My body has been changing quickly. There are some mornings where I wake up and I SWEAR that my body had changed overnight. Legs, arms, cheeks, stomach, thighs... everything is getting bigger. Gaining weight is rough. Seeing the number on the scale go up is one thing, but there are many moments when I look in the mirror and don't even recognize myself.
Body checking is something I am trying to work on. Oftentimes I find myself walking from the mirror in my bedroom to the mirror in my bathroom and back again, looking. Examining. Criticizing. Measuring. "Do I still look skinny?" "Where are the next X pounds going to go?" "How big do my legs look this morning? Are they bigger than yesterday?" Body checking is my way to reassure myself that I am not fat but at the same time, it almost ALWAYS causes more distress than reassurance because what I see is not what I want to see.
I cried many tears this week about my changing body. It's frustrating because I am directly making an association between food and weight gain. I don't see the food for what it is; tasty, nutritional, and a source energy. I see it as "bad" and "wrong" and the whole process of walking to the dining room four times a day has become dreadful.
I have called myself "fat" and "disgusting" and a "pig". I have felt embarrassed by the way I look and by how much I weigh. I have felt so dominated by my eating disorder that I cannot show myself some compassion and be kind to myself. I feel like I don't deserve it.

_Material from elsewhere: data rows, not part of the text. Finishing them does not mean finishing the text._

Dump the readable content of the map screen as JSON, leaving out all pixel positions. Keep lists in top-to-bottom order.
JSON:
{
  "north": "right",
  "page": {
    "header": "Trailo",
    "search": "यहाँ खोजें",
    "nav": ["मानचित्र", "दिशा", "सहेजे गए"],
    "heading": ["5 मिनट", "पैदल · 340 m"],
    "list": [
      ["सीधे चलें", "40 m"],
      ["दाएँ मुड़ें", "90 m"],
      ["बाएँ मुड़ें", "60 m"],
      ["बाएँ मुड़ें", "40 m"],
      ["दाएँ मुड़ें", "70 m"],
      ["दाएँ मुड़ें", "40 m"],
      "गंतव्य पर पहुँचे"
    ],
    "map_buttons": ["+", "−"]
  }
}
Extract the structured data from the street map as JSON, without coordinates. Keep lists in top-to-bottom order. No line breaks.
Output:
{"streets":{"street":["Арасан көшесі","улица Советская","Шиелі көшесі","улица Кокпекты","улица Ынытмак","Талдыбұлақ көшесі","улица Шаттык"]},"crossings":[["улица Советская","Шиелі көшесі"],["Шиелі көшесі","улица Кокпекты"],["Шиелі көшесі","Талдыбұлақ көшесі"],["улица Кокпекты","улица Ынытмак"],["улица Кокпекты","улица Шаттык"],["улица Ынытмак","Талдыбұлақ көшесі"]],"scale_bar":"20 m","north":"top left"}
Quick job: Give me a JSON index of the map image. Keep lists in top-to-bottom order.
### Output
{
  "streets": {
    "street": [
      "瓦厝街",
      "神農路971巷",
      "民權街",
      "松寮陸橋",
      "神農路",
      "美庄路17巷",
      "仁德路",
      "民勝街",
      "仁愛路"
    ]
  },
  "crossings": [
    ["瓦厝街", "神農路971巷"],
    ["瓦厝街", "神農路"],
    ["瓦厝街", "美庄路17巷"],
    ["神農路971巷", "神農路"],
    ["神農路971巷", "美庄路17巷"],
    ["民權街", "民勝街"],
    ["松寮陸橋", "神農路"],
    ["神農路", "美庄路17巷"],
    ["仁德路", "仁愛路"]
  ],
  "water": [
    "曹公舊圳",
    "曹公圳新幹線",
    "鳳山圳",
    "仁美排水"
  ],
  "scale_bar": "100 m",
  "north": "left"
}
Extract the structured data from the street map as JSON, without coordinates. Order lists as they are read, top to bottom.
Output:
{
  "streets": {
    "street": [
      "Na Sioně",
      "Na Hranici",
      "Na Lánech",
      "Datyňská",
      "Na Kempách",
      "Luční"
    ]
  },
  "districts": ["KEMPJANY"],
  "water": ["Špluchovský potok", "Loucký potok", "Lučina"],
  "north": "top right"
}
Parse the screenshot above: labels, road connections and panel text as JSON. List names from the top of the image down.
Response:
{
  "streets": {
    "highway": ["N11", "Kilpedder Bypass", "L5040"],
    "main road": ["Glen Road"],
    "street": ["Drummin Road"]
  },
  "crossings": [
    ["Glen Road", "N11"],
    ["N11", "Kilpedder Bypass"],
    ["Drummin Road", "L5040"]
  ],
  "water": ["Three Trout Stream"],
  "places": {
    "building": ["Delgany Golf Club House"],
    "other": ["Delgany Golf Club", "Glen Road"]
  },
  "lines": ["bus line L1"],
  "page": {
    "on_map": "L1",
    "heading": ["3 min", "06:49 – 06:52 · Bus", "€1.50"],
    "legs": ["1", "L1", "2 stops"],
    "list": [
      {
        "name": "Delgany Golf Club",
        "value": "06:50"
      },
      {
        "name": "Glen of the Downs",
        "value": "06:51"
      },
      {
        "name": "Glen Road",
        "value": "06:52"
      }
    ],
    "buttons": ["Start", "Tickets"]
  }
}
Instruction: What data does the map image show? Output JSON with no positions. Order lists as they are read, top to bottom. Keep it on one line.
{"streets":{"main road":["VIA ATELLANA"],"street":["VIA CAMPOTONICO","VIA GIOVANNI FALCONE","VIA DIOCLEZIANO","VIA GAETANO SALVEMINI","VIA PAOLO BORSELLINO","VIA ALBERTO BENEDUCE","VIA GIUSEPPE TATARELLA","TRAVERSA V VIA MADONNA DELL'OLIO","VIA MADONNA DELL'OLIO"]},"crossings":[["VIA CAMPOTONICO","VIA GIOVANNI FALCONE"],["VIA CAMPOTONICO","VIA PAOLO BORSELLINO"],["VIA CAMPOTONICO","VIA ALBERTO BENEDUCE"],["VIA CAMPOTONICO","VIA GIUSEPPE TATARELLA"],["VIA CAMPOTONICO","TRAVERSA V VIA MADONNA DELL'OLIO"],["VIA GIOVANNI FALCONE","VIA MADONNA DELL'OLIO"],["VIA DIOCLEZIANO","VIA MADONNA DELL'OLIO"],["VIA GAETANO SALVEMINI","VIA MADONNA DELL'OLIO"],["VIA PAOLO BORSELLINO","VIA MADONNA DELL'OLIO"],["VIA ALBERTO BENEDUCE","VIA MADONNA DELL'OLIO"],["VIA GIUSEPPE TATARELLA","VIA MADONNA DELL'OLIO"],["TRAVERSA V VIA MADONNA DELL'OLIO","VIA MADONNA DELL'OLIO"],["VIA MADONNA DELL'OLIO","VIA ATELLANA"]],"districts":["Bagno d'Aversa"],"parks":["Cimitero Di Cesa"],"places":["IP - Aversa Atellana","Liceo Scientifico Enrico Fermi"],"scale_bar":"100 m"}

I am not able to say that I love my body. I am not even able to say that I can tolerate my body. Most moments of most days I hate everything about the way I look. But you know what? I laugh more now. Yesterday I played silly games outside and watched funny videos online and was in HYSTERICS. My abs were hurting from laughing so hard. I went to bed happy instead of anxious, and that hasn't happened recently. When I was at home I would go to bed hungry or sad or frustrated... but that is no longer the case. Since I have started gaining weight, I have formed friendships and look forward to socializing and exploring this magical city once I am able to leave on pass.
So bad body image days happen on the regular now. Most days I can't stand the way my body looks. And, I still have a lot more weight to gain. But you know what I do like? Laughing. And you can't laugh when you're underweight. So really, gaining weight is a good trade off - at least that's what I try and remind myself of in the roughest of times. And I encourage YOU to focus on what your body can do and what a healthy mind allows you to experience, rather than calling yourself names or insulting the physical body that gives you life, love, and purpose.